* **EXERCISE AIM**: Everything from the first line of the records below through the line containing "position:relative; width:914px; height:1624px;" is to be retyped exactly; leave out the rest.

* **RECORDED DATA**:
----
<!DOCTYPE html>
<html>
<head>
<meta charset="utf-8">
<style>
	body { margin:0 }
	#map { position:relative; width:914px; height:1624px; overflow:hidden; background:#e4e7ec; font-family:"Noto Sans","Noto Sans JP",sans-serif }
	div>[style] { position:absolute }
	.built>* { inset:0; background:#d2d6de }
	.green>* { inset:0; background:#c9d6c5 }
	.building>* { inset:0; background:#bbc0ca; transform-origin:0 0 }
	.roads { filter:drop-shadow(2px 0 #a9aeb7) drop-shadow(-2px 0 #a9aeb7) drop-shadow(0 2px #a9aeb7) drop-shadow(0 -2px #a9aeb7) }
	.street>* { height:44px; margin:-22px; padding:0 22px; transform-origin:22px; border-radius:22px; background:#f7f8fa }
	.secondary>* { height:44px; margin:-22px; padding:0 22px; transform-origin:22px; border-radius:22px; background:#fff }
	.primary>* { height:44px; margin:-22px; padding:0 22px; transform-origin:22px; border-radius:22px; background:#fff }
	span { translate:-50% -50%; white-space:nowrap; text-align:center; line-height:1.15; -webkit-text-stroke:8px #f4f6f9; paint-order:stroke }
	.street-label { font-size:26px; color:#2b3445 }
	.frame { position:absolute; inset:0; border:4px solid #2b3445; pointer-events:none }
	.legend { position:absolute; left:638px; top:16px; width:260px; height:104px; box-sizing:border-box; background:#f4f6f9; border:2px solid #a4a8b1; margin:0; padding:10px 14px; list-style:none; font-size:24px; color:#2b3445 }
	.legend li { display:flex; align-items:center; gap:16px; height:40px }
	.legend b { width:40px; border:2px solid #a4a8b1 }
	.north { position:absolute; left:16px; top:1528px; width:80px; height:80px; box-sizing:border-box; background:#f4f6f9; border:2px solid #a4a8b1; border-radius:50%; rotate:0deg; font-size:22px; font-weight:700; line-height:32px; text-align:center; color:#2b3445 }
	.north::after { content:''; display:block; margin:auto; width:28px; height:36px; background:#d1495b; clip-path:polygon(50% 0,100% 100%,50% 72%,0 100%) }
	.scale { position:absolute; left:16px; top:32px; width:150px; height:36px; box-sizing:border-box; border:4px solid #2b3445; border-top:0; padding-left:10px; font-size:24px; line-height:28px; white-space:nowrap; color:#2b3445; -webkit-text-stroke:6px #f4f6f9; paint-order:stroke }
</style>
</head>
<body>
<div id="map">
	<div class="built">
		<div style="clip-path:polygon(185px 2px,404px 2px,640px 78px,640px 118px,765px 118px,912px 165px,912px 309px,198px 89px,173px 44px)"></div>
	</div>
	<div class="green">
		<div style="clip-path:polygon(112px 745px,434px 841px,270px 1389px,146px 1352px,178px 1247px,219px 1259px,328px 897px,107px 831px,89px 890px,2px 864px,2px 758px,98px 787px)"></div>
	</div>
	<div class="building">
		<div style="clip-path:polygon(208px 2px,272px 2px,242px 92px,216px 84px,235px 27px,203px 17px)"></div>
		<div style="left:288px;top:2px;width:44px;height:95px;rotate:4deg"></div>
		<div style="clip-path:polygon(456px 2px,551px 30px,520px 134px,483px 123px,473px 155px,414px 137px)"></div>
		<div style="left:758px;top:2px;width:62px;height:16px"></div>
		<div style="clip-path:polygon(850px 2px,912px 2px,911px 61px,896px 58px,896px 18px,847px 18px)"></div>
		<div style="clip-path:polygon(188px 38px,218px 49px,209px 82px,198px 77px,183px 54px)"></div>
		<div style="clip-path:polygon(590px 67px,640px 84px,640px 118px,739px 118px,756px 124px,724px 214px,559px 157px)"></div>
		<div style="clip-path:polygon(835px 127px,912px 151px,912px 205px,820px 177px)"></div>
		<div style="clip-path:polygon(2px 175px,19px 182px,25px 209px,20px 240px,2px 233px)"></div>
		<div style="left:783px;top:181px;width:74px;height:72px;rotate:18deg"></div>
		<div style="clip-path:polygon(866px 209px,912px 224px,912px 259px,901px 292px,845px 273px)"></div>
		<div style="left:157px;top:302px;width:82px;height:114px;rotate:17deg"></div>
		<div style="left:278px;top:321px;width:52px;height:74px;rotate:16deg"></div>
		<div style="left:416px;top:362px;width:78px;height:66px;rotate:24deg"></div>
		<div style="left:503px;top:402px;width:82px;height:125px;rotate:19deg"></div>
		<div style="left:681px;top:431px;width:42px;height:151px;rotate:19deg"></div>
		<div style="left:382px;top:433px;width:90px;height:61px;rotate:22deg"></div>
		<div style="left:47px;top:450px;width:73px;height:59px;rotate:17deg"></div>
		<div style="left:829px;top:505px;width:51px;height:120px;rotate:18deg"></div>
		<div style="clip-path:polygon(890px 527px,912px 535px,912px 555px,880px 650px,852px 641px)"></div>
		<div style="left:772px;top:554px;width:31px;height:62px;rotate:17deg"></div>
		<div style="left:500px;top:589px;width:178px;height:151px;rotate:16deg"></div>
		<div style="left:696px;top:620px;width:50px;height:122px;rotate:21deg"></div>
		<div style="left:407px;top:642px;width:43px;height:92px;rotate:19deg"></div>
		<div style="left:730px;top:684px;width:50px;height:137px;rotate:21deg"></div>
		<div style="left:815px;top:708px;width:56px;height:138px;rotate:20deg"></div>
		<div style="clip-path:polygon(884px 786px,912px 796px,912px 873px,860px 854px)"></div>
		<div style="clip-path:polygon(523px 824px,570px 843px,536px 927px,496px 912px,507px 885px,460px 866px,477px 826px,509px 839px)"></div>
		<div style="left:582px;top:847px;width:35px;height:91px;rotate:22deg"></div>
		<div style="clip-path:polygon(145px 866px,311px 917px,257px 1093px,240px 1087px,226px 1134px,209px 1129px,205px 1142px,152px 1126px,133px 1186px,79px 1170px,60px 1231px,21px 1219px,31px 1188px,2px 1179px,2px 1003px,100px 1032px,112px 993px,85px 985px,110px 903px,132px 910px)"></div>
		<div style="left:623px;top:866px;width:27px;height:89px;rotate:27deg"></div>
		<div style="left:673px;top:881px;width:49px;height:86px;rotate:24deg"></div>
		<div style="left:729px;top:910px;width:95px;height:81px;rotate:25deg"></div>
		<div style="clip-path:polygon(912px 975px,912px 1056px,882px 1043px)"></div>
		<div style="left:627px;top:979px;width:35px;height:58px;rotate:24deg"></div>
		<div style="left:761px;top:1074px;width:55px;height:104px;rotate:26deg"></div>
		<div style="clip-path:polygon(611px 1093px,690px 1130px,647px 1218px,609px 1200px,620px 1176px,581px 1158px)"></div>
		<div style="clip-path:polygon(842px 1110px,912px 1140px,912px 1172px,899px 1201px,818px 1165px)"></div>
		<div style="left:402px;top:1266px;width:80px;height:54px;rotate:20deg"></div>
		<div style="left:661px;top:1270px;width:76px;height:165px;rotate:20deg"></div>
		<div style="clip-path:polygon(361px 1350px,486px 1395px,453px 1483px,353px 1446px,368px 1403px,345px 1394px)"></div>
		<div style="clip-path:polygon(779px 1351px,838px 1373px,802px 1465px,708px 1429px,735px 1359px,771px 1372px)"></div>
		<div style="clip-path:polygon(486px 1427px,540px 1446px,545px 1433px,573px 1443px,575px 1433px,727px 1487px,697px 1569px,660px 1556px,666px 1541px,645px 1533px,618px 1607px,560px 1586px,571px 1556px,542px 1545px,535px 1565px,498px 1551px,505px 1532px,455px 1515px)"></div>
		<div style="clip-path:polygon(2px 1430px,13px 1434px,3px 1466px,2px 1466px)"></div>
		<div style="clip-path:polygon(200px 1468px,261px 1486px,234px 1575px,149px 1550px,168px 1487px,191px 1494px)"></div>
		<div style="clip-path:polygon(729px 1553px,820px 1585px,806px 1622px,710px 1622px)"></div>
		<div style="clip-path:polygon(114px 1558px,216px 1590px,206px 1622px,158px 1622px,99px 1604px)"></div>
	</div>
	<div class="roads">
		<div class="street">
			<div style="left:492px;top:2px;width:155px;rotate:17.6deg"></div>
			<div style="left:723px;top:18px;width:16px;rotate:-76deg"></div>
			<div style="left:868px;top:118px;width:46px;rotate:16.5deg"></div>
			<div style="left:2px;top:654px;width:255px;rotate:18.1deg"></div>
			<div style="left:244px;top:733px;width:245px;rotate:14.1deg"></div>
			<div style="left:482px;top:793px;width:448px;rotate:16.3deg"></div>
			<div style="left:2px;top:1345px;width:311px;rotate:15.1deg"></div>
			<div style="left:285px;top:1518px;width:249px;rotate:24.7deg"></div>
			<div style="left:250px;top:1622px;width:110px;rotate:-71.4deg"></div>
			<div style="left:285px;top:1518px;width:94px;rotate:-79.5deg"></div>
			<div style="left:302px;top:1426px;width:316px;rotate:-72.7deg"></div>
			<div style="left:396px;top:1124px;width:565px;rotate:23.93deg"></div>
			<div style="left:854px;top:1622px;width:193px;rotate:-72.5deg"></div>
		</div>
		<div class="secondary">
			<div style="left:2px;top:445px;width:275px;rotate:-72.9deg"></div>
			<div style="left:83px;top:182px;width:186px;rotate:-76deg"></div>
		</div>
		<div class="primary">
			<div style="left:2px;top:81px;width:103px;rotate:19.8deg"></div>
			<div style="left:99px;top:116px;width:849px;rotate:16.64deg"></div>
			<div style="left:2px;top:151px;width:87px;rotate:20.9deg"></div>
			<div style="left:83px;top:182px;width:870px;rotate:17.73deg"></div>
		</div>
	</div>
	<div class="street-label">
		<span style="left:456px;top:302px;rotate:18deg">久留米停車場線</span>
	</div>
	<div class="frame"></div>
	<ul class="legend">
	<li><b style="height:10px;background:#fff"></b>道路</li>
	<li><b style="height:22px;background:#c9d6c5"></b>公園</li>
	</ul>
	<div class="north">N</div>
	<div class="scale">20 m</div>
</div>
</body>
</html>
----
* **TASK RESPONSE**:
<!DOCTYPE html>
<html>
<head>
<meta charset="utf-8">
<style>
	body { margin:0 }
	#map { position:relative; width:914px; height:1624px; overflow:hidden; background:#e4e7ec; font-family:"Noto Sans","Noto Sans JP",sans-serif }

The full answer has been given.